Thanks, Willie. As we enter the Q&A session, please limit yourself to one question and one follow-up question, and return to the queue if you have additional follow-ups. This will allow us to address the top questions from as many participants as practical in our available time this afternoon. Additionally, our investor relations team plans to be available throughout the week to address additional questions. Chris, we're now ready to open the call for questions.
To ask a question, please press star one on your telephone. To withdraw your question, please press the pound key. Stand by as we compile the Q&A roster. Our first question comes from Keith Stanley of Wolfe Research. Your line is open.
Hi. Thank you. Maybe I could start with the dividend and the 20% increase. From here, I'm assuming you're thinking annual assessment of the dividend. I guess once balance sheet objectives are fully achieved and not just the top end, how do you think about the payout ratio as a percent of free cash flow? It's still a little low versus peers. Is there any guidepost you would use to size the ultimate dividend once you hit your balance sheet targets?
Yeah. Thanks, Keith. Let me start by saying we've had an annual dividend policy review, distribution policy review ongoing for a number of years. This is not a change from that, and we're gonna continue that going forward. The way I would look at our allocation, it's probably a little bit of a shift. We've talked about free cash flow after distribution, and we've articulated a wedge, and I call it the capital allocation wedge, where we're taking 75% of it to debt this year and targeting 25% into the unitholder in the forms of distribution increase as well as discretionary purchases. As we go forward, obviously, that free cash flow we think is gonna stay for a number of years.
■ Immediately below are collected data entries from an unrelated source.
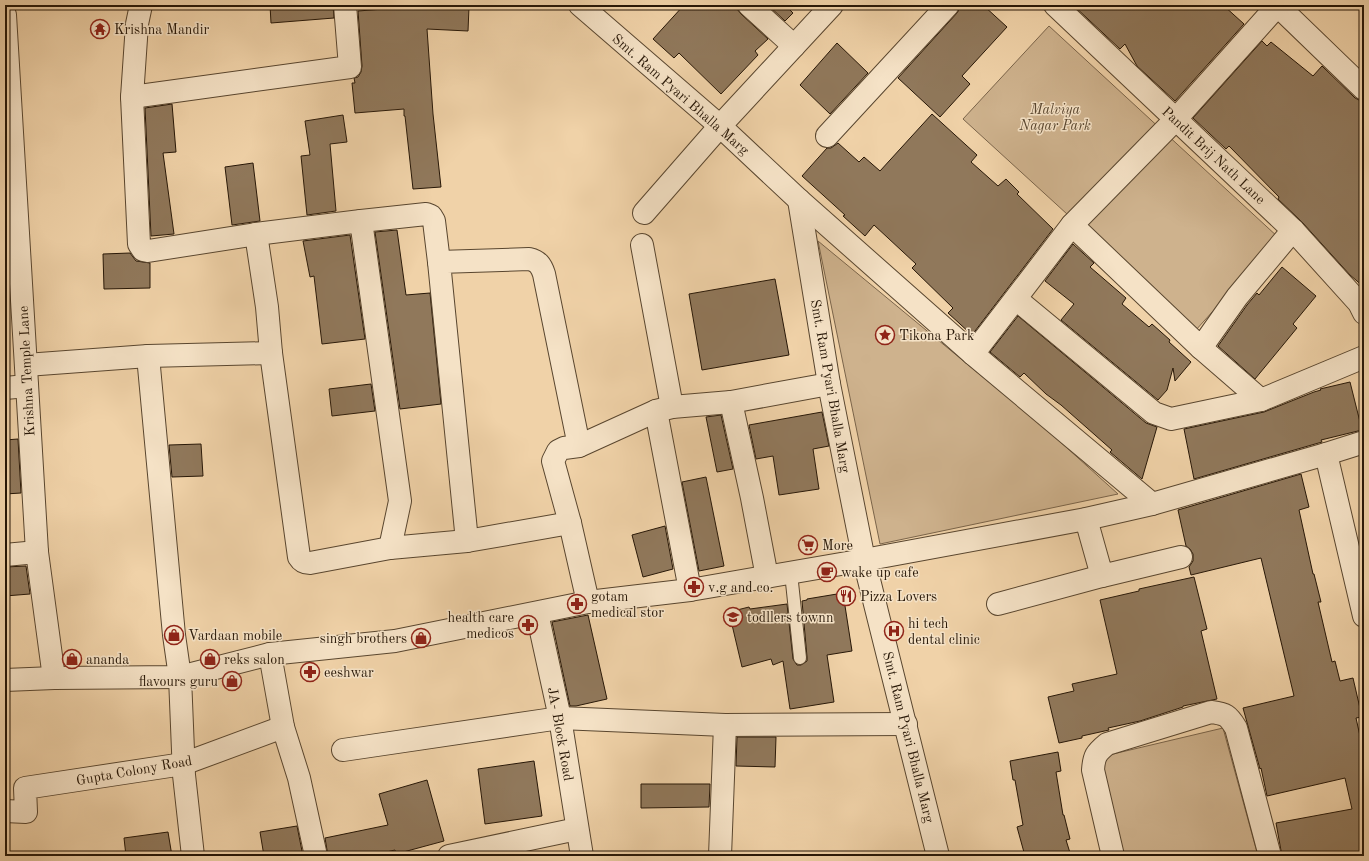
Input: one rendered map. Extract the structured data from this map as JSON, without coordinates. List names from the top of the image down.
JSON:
{
  "streets": {
    "street": [
      "Smt. Ram Pyari Bhalla Marg",
      "Pandit Brij Nath Lane",
      "Krishna Temple Lane",
      "JA- Block Road",
      "Gupta Colony Road"
    ]
  },
  "parks": ["Malviya Nagar Park"],
  "places": {
    "temple": ["Krishna Mandir"],
    "place": ["Tikona Park"],
    "supermarket": ["More"],
    "cafe": ["wake up cafe"],
    "pharmacy": [
      "v.g and co.",
      "gotam medical stor",
      "health care medicos",
      "eeshwar"
    ],
    "restaurant": ["Pizza Lovers"],
    "school or university": ["todllers townn"],
    "hospital": ["hi tech dental clinic"],
    "shop": [
      "Vardaan mobile",
      "singh brothers",
      "ananda",
      "reks salon",
      "flavours guru"
    ]
  }
}
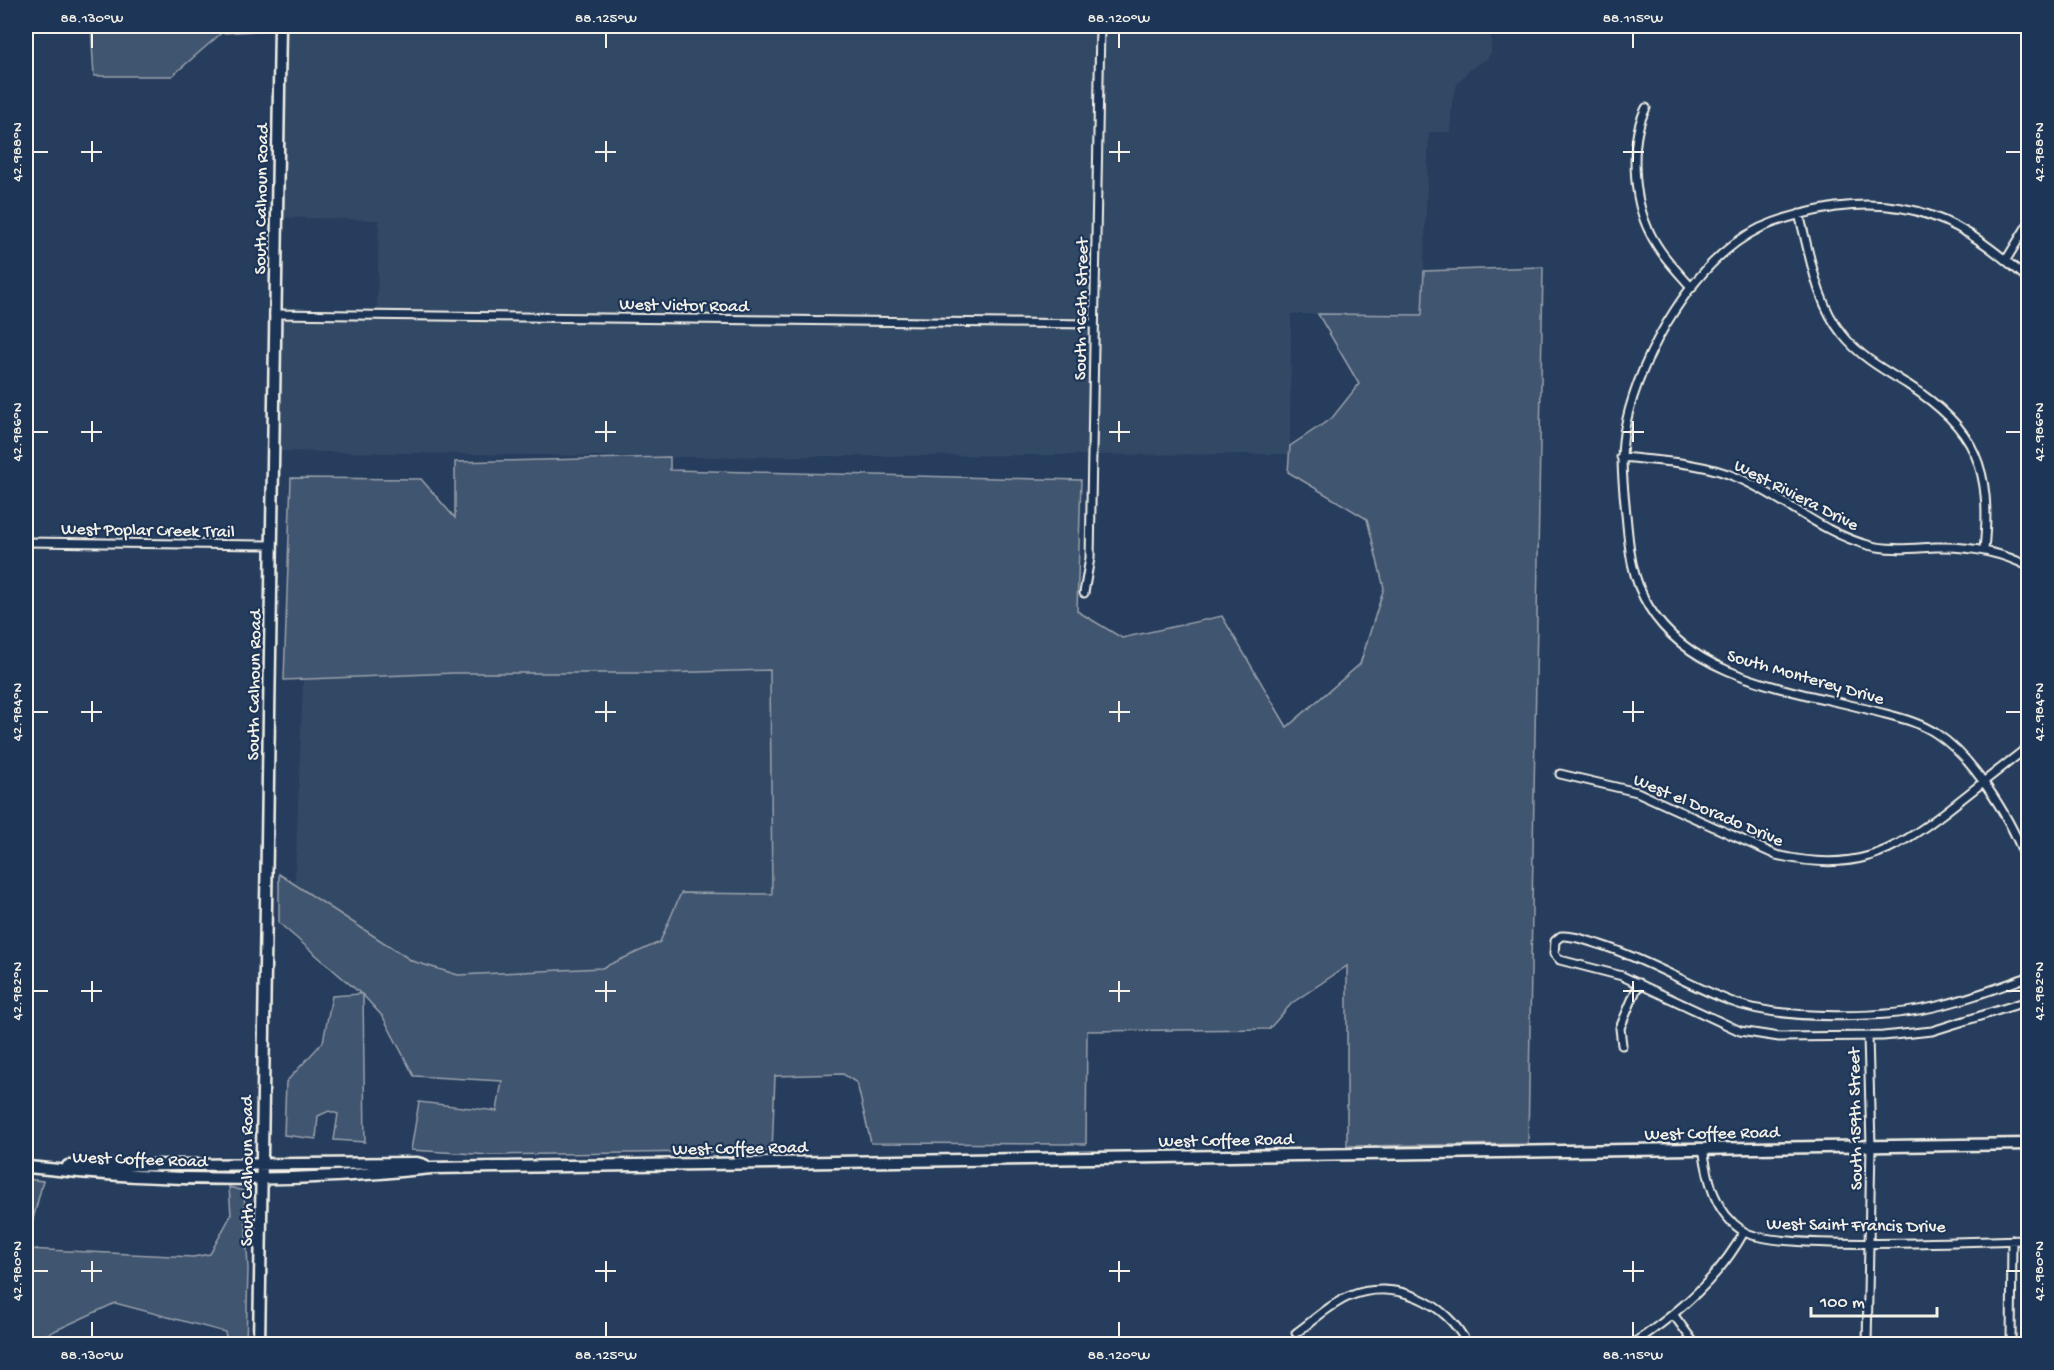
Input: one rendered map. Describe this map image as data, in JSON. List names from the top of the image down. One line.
{"streets":{"street":["South Calhoun Road","West Victor Road","South 166th Street","West Riviera Drive","West Poplar Creek Trail","South Monterey Drive","West el Dorado Drive","South 159th Street","West Coffee Road","West Saint Francis Drive"]},"crossings":[["South Calhoun Road","West Victor Road"],["South Calhoun Road","West Poplar Creek Trail"],["South Calhoun Road","West Coffee Road"],["West Victor Road","South 166th Street"],["West Riviera Drive","South Monterey Drive"],["South Monterey Drive","West el Dorado Drive"],["South 159th Street","West Coffee Road"],["South 159th Street","West Saint Francis Drive"],["West Coffee Road","West Saint Francis Drive"]],"scale_bar":"100 m","coordinates":["88.130°W","88.125°W","88.120°W","88.115°W","42.988°N","42.986°N","42.984°N","42.982°N","42.980°N"]}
As debt comes down into 2023, the allocation will increase back to unitholders. What we'll do is as we go forward, we'll start allocating against a percentage of free cash flow, cash flow from operations as kind of a metric going forward. Al, do you wanna add anything to that?
No.
Does that help, Keith?
That helps. Thank you. Separate question. Just looking at the waterfall on slide nine, and you know, the Permian bucket, you have a number of positive drivers there that are helping. The one thing, just some of the commentary on volume growth in the system, I think it's on slide eight, actually. It talks about 350,000 a day of sort of core year-over-year volume growth as some of the volumes shift to Wink to Webster. Are your margins on your existing long-haul pipelines stepping down at all in 2022, or are you just flagging that volume shift over to Wink to Webster, but you know, you're kind of already at MVC levels, so there's no real hit to EBITDA? If that makes sense.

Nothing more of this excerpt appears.